Xianyuan Zhan · Xiangyu Zhu · Peng Cheng · Xiao Hu · Ziteng He · Hanfei Geng · Jichao Leng · Huiwen Zheng · Chenhui Liu · Tianshun Hong · Yan Liang · Yunxin Liu · Feng Zhao

Hall 3 + Hall 2B #587
[ ] [ Project Page ]
Fri 25 Apr 7 p.m. PDT — 9:30 p.m. PDT

Abstract:

The recent advances in information technology and artificial intelligence have fueled a rapid expansion of the data center (DC) industry worldwide, accompanied by an immense appetite for electricity to power the DCs. In a typical DC, around 30-40% of the energy is spent on the cooling system rather than on computer servers, posing a pressing need for developing new energy-saving optimization technologies for DC cooling systems. However, optimizing such real-world industrial systems faces numerous challenges, including but not limited to a lack of reliable simulation environments, limited historical data, and stringent safety and control robustness requirements.

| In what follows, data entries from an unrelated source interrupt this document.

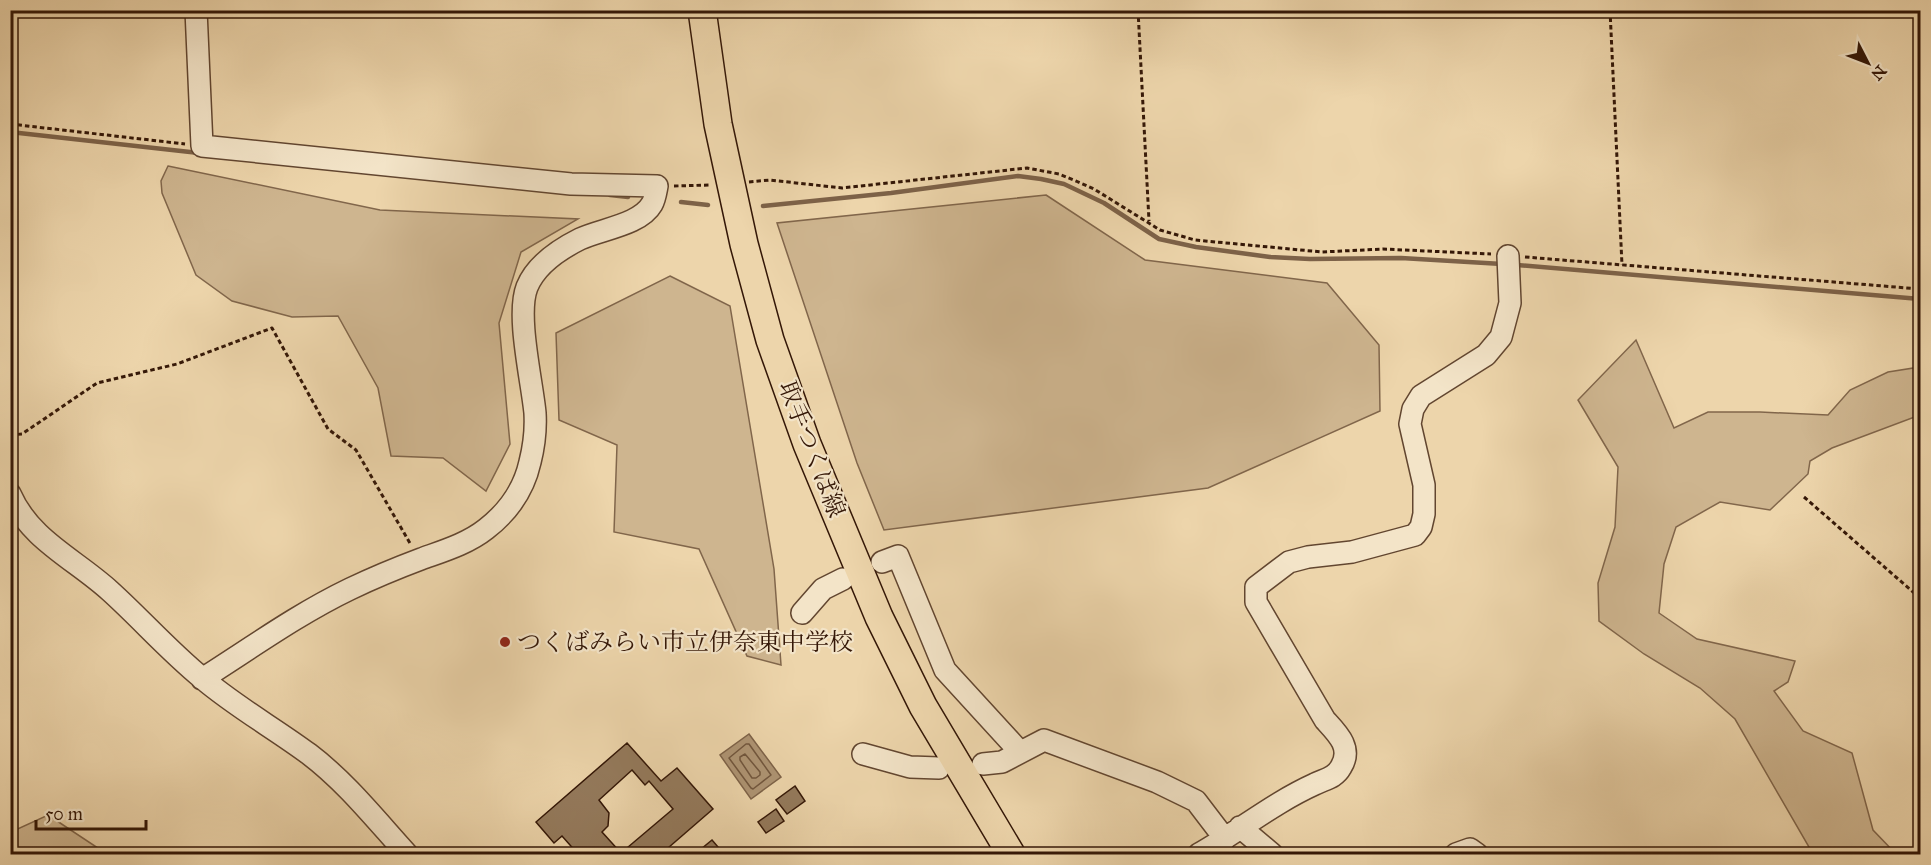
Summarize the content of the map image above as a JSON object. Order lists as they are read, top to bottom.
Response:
{
  "streets": {
    "main road": ["取手つくば線"]
  },
  "places": ["つくばみらい市立伊奈東中学校"],
  "scale_bar": "50 m",
  "north": "bottom right"
}
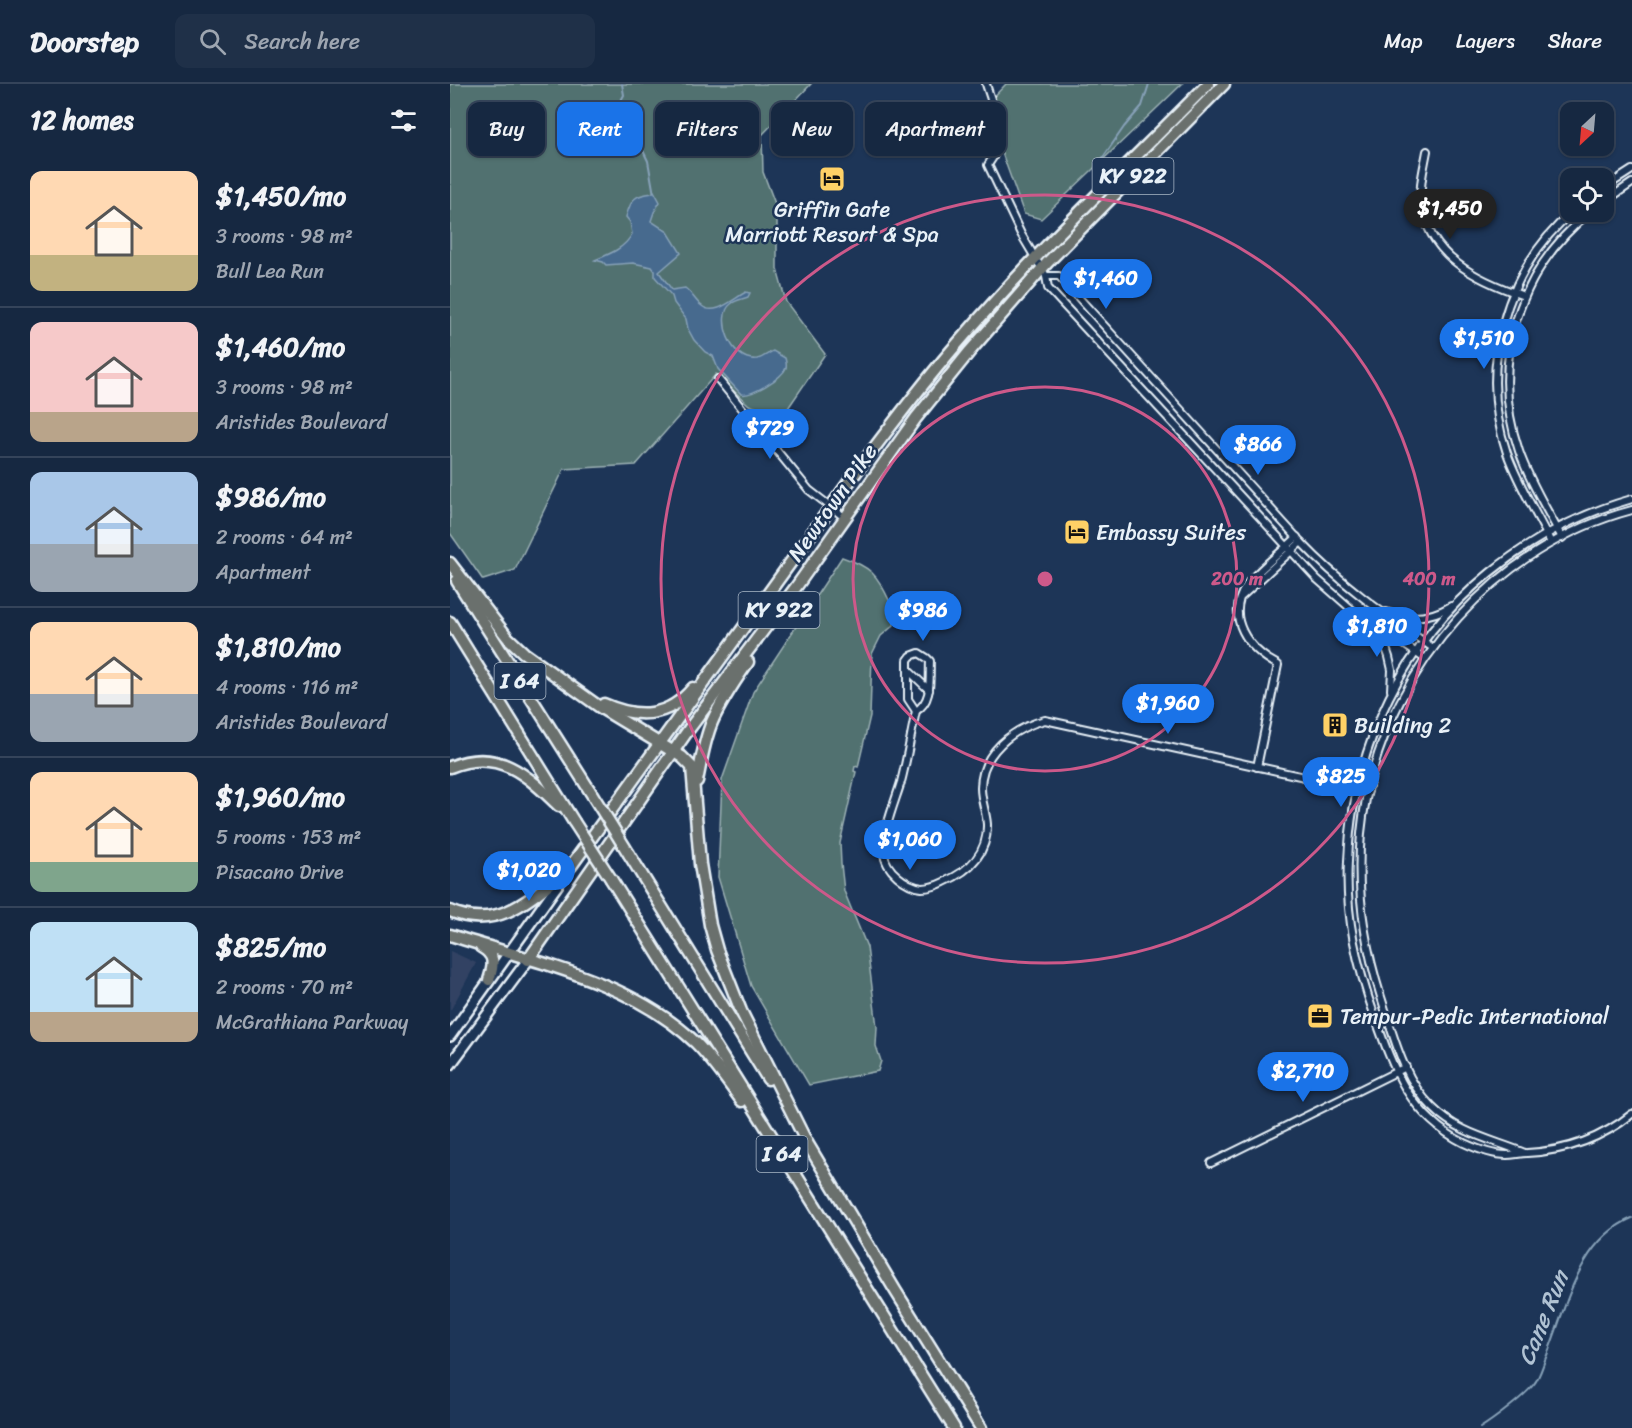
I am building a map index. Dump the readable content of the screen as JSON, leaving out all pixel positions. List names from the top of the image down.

In this work, we present a novel physics-informed offline reinforcement learning (RL) framework for energy efficiency optimization of DC cooling systems. The proposed framework models the complex dynamical patterns and physical dependencies inside a server room using a purposely designed graph neural network architecture that is compliant with the fundamental time-reversal symmetry. Because of its well-behaved and generalizable state-action representations, the model enables sample-efficient and robust latent space offline policy learning using limited real-world operational data. Our framework has been successfully deployed and verified in a large-scale production DC for closed-loop control of its air-cooling units (ACUs). We conducted a total of 2000 hours of short and long-term experiments in the production DC environment. The results show that our method achieves 14-21% energy savings in the DC cooling system, without any violation of the safety or operational constraints. We have also conducted a comprehensive evaluation of our approach in a real-world DC testbed environment. Our results have demonstrated the significant potential of offline RL in solving a broad range of data-limited, safety-critical real-world industrial control problems.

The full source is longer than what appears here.